# Bunny proofing Christmas trees - how do *you* do it?



## Blue eyes (Nov 29, 2014)

With Christmas season upon us, I was curious to see how those of you with free range bunnies handle the Christmas tree.

We have had ours blocked off with barricades or raised off the floor in the past. The trick is keeping those cords out of reach and the branches off limits. Some of our solutions haven't been too aesthetic!:sigh:

We're in a new place this year, so we are still figuring things out. 

*So let's see some photos of how you bunny-proof your Christmas trees.*inkbouce:


----------



## Blue eyes (Nov 30, 2014)

This is what we tried a few years back....
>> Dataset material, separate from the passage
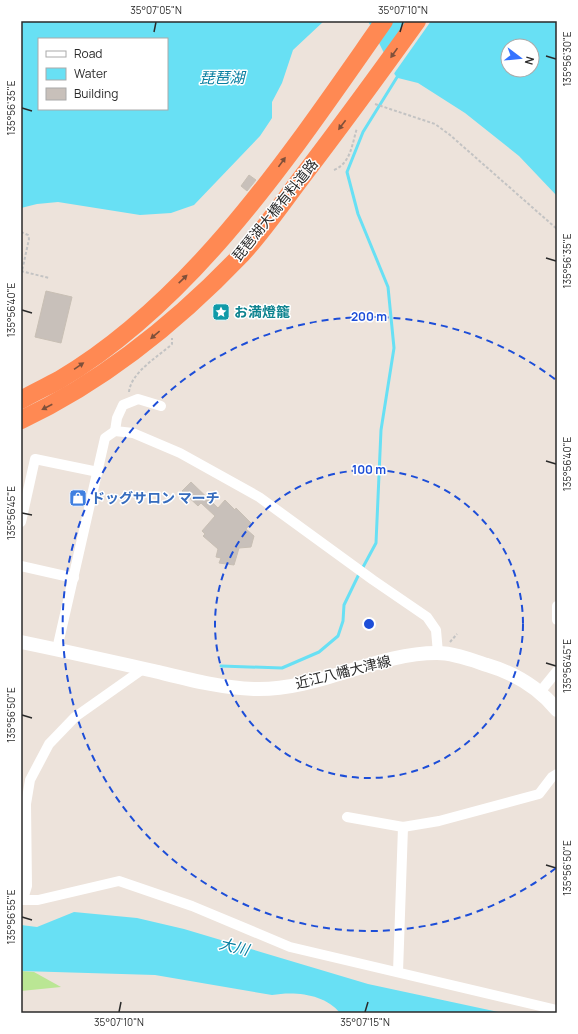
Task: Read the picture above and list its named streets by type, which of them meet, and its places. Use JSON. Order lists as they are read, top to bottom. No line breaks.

but as you can see in 2nd photo, it didn't work out as expected!


----------



## Channahs (Dec 2, 2014)

Hahaha!!! So funny! This will be our first Christmas with a free range bunny. It should be interesting. Probably we'll have to put the presents up high.


----------



## SimplyBritt (Dec 12, 2014)

This is how I "rabbit proofed" my Christmas tree. I already live in a tiny apartment with my boyfriend, my daughter plus our two buns. We wasn't going to get a tree because we didn't think we had the room or that we could keep our rabbits safe from the tree. It's on top on our side table for two reasons. First it's a live tree. Any needles that do happen to fall go onto the table. I'm deathly afraid of anything that could potentially upset their stomachs since my horrible experience with my little Belle getting into some spilled coconut oil. I thought she was going to die it was so bad. And two so they don't destroy it. Normally that's the one table they are allowed to get onto (because keeping them off is IMPOSSIBLE!) but I've gotten lucky and they haven't paid any attention to it. Minus they lights. They stare at them sometimes when the lights are on.


----------



## Nancy McClelland (Dec 12, 2014)

we used a playpen to fence it off in the past. Now we have it on a table to protect my train set.


----------



## Apebull (Dec 12, 2014)

Here's our tree. As you can see we put up a little fence around it. Twigs is wonderful because he will not hop over this fence which he could since it's only like a foot tall lol. Sorry its sideways


----------



## Blue eyes (Dec 12, 2014)

^^ how fortunate that Twigs does not hop over such a low fence. That looks nice!


----------



## Blue eyes (Dec 12, 2014)

Here's what we ended up doing this year...

It actually plugs in on top of the shelf unit behind the tree. The lower part of the tree is just high enough to be too much of a reach to do any cord chewing. (Though the lower ornaments get nose-bumped.


----------